Como é o seu processo de escrita? Uma vez que você compilou notas suficientes, é difícil começar? Como você se move da pesquisa para a escrita?
A pesquisa é algo muito importante, por isso estou sempre lendo de tudo: poesia, contos, romances, livros de filosofia etc. Penso que tudo isso fica guardado dentro de mim até que surge o momento em que surge uma ideia e essa ideia nunca vem de graça, é quase sempre a união de algo que vivencio somado à experiência de leitura que interiorizei anteriormente. Então quando começo, nunca é um começo, mas já o meio do caminho, do meio pro final. O ato de escrita é quase o fim do percurso. Depois vêm as partes práticas: revisar, reescrever, publicar e ver o que acontece quando o texto chega ao outro.
Como você lida com as travas da escrita, como a procrastinação, o medo de não corresponder às expectativas e a ansiedade de trabalhar em projetos longos?
Com a escrita acadêmica é sempre um momento doloroso o de travar, mas felizmente durante a minha dissertação não sofri tanto com isso. Já em relação à escrita não acadêmica, não tenho nenhum temor, pois, como disse antes, não há nenhuma cobrança. E também porque tenho poucas travas, o que não quer dizer que tudo que escreva me satisfaça, mas escrever, eu escrevo sempre.
Quantas vezes você revisa seus textos antes de sentir que eles estão prontos? Você mostra seus trabalhos para outras pessoas antes de publicá-los?
Depende de onde vou publicá-lo. Se é no Facebook, ou outra rede social, eu reviso o suficiente para que não haja tantos erros de digitação e afins. Se for para publicar em livro eu acabo revisando muitas vezes e chega o momento que preciso aceitar que talvez não seja possível terminar de revisar, porque – como revisor – sei que um errinho aqui e outro ali sempre vai acabar passando, acho que preciso ter isso em mente, senão o livro não sai nunca. Como publico tudo no Facebook, acabo não mostrando nada exclusivamente para alguém. Só acontece quando é um livro pronto com uma reunião de textos, aí preciso de alguma opinião sim.
Como é sua relação com a tecnologia? Você escreve seus primeiros rascunhos à mão ou no computador?
Eu só escrevo diretamente no computador. No meu caso, acho desperdício de tempo escrever à mão, pois sou muito devagar pra copiar. Mas livros eu ainda prefiro ler os de papel, não tenho ainda muita intimidade com a leitura em e-book.

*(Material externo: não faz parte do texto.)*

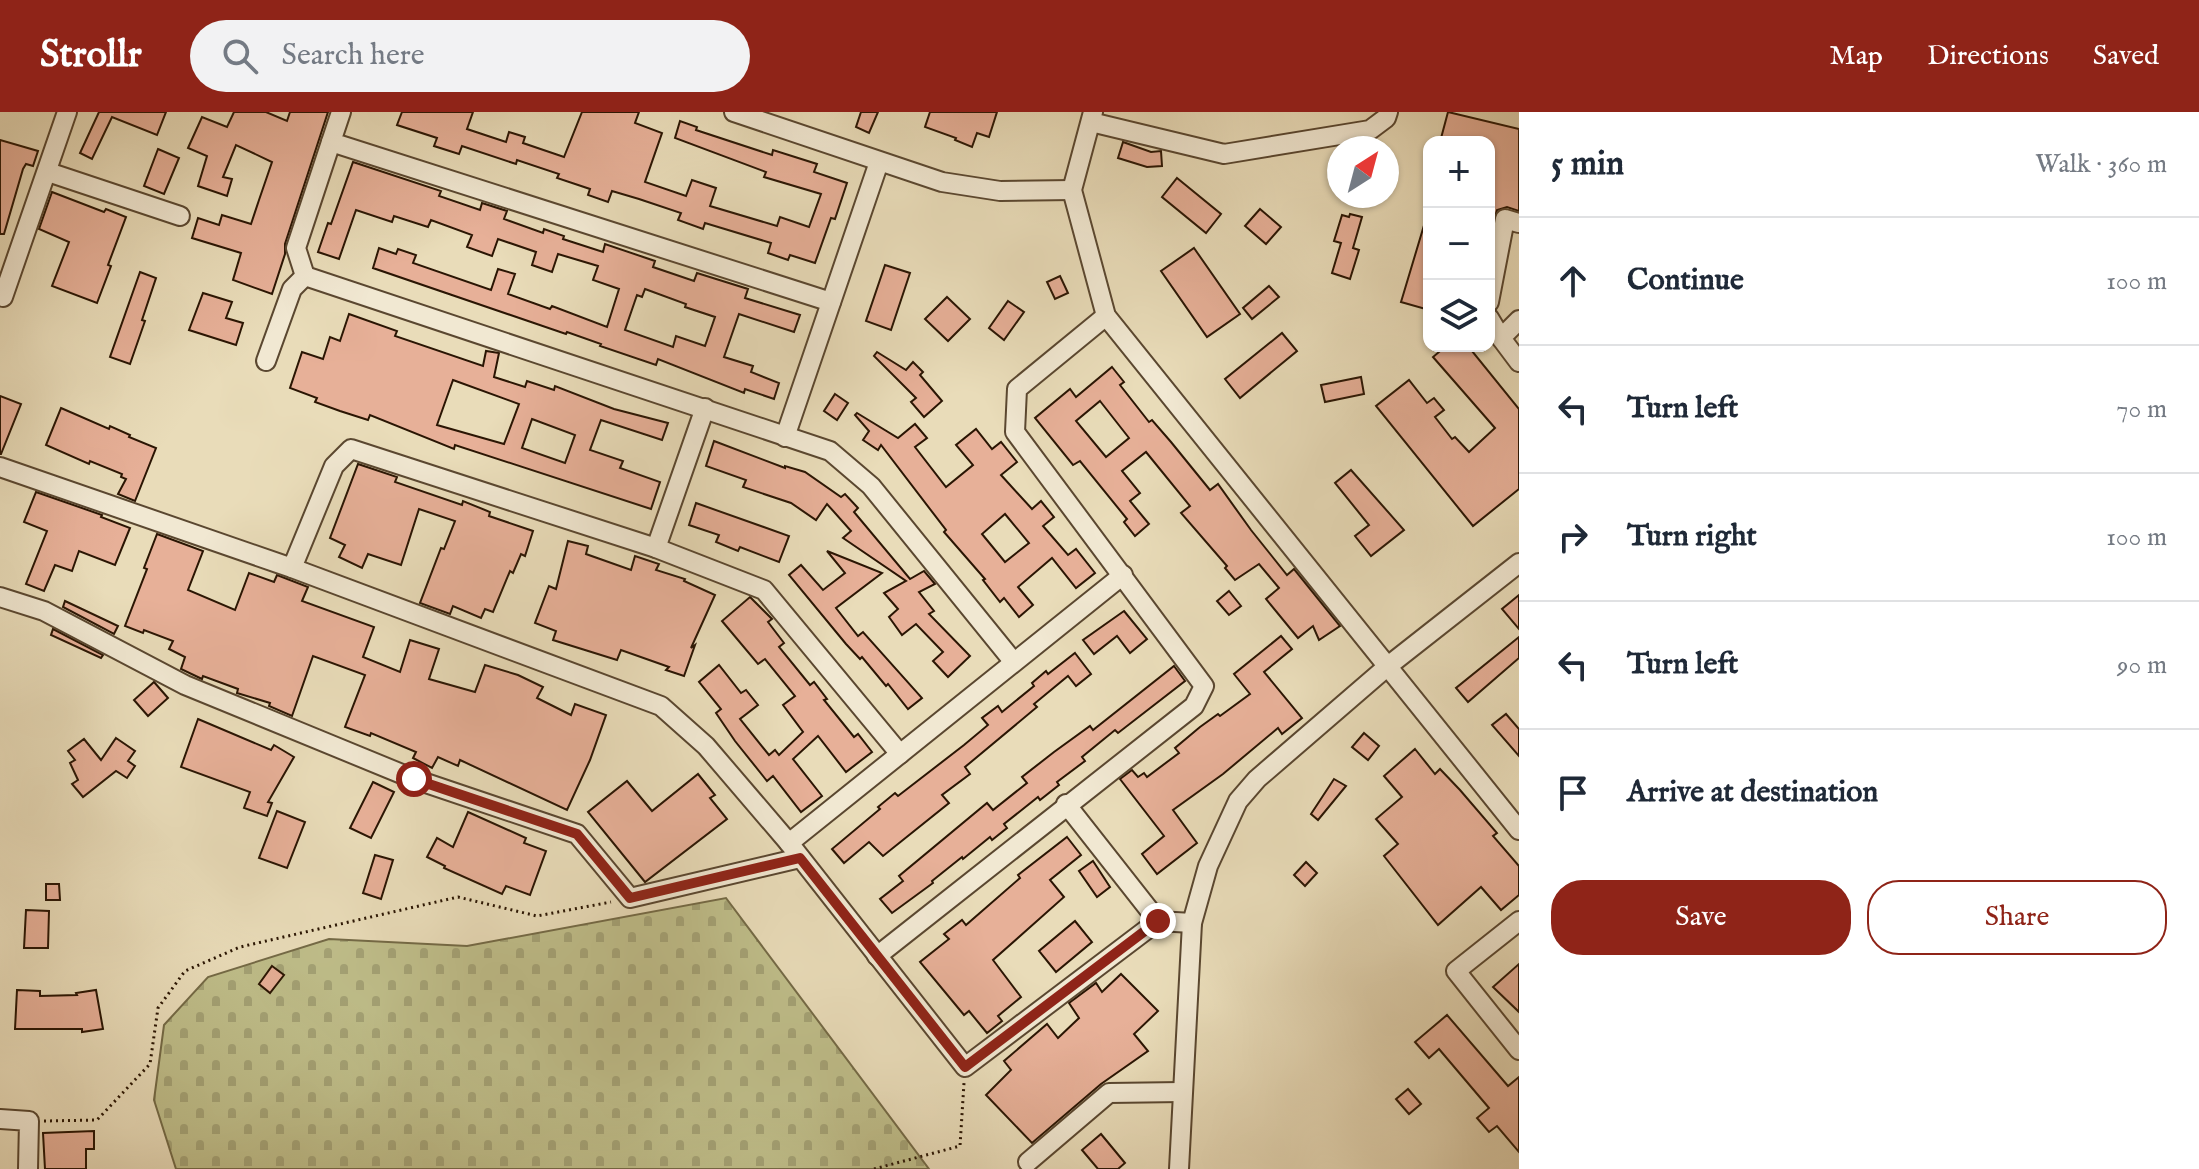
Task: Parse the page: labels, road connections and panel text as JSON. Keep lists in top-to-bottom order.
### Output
{
  "north": "top right",
  "page": {
    "header": "Strollr",
    "search": "Search here",
    "nav": ["Map", "Directions", "Saved"],
    "heading": ["5 min", "Walk · 360 m"],
    "map_buttons": ["+", "−"],
    "list": [
      ["Continue", "100 m"],
      ["Turn left", "70 m"],
      ["Turn right", "100 m"],
      ["Turn left", "90 m"],
      "Arrive at destination"
    ],
    "buttons": ["Save", "Share"]
  }
}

De onde vêm suas ideias? Há um conjunto de hábitos que você cultiva para se manter criativo?
Costumo ler sempre, ver filmes e quadros, ouvir músicas, acho que tudo isso é importante para criar uma teia de referências que acabam ajudando na hora de escrever, afinal nada é original, então o que importa é saber a maneira de dizer e não o quê dizer.
O que você acha que mudou no seu processo de escrita ao longo dos anos? O que você diria a si mesmo se pudesse voltar à escrita de seus primeiros textos?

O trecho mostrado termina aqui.